Engines nowadays can see so far ahead, that the moves they make are often so subtle that it's impossible to understand for grandmasters, let alone 'normal' people. Look at AlphaGo Zero, that disproved lots of "you can't do that" theory in Go, and rewrote half the opening knowledge of the last 300 years. For a pro who can (still) somewhat understand this, that is fascinating; for the average Go-player it feels like he studied his entire life for nothing because now nothing seems to be true anymore. Chess engines have reached the point where a normal human can't compete tactically and positionally long ago already.

hgm · Post by **hgm** » Wed Feb 17, 2021 5:17 pm

I realized stage 1 of this project: a toy engine that plays Janggi. It is still very basic (e.g. no hash table yet), but it plays. And to my inexperienced eyes the moves don't look too crazy, so I hope most bugs are gone now. (First I had a tremendous search explosion in QS, because I had forgotten to define the move list as unsigned, so that the MVV/LVA sorting worked the wrong way around!

) I uploaded the engine to http://hgm.nubati.net/j2.exe ; it can be played in the latest WinBoard-AA version, which supports Janggi as a standard variant.

I spent most time on thinking how I would handle the evaluation. Janggi is much like Team-Mate Chess: no single piece has mating potential, even KRK is insufficient mating material. Pairs of pieces can only force mate against a bare King when they contain a Pawn or Rook. So where in Chess you can get away with not knowing KBK and KNK are draws, because you won't fall into that trap that often, in Jianggi not recognizing the dead draws would mean you will draw virtually every game, even those where you have a 3-piece advantage. (Which would be enough against a bare King, but cannot beat an opponent still has Advisors in the Palace. So the evaluation determines for all combinations of 3 or fewer pieces how much of a Palace it can beat (KAA, KA, bare K or not at all), and whether the defender does have enough, or even too many Advisors to survive.

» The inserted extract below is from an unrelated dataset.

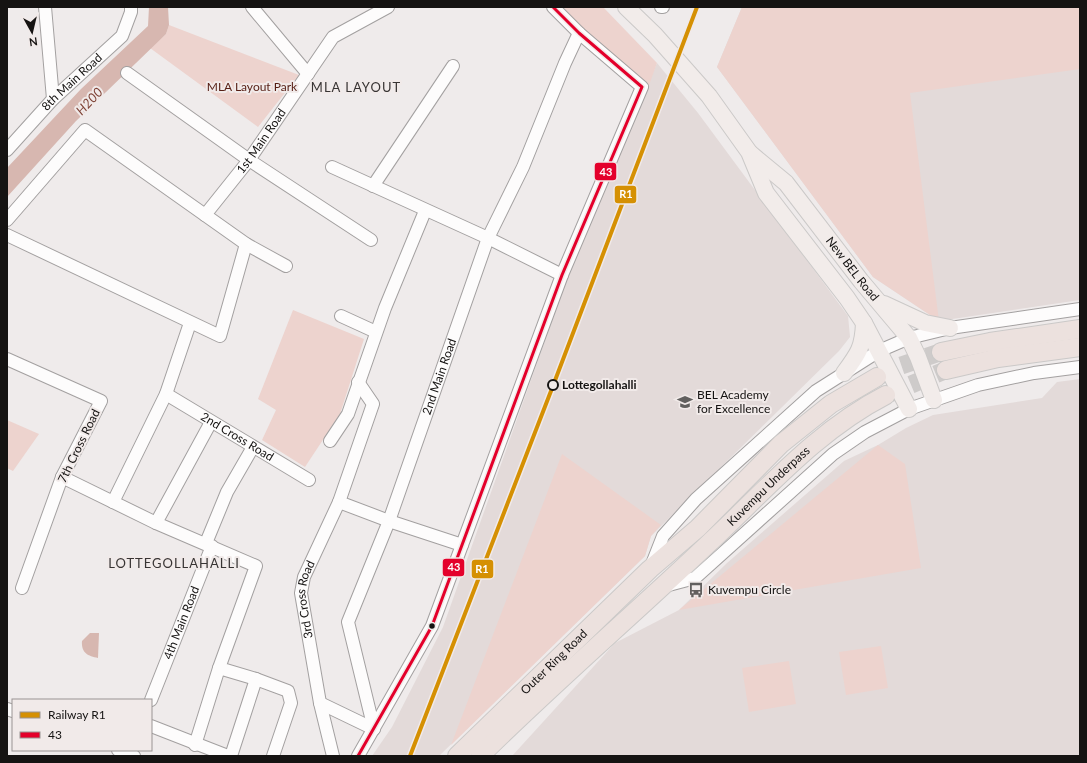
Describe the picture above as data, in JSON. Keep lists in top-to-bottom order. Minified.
{"streets":{"highway":["Kuvempu Underpass","Outer Ring Road"],"main road":["New BEL Road"],"street":["8th Main Road","1st Main Road","2nd Main Road","2nd Cross Road","7th Cross Road","3rd Cross Road","4th Main Road"]},"crossings":[["2nd Cross Road","4th Main Road"],["Kuvempu Underpass","Outer Ring Road"]],"districts":["MLA LAYOUT","LOTTEGOLLAHALLI"],"water":["H200"],"parks":["MLA Layout Park"],"places":{"other":["Lottegollahalli"],"school or university":["BEL Academy for Excellence"],"bus stop":["Kuvempu Circle"]},"lines":["rail line R1","transit line 43"],"legend":["Railway R1","43"],"north":"bottom"}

I both players still have enough material to overwhelm the enemy Palace, I do a 'normal' evaluation, based on piece values and PST. The assumption here is that it doesn't hurt in this case that the Advisors can not reach the opponent Palace to attack, as I would need to assign some pieces to the defense of the Palace anyway, and I might as well assign that task to the Advisors, so that my other material is free to attack. This way the Advisors indirectly contribute to the attack power just as every other piece.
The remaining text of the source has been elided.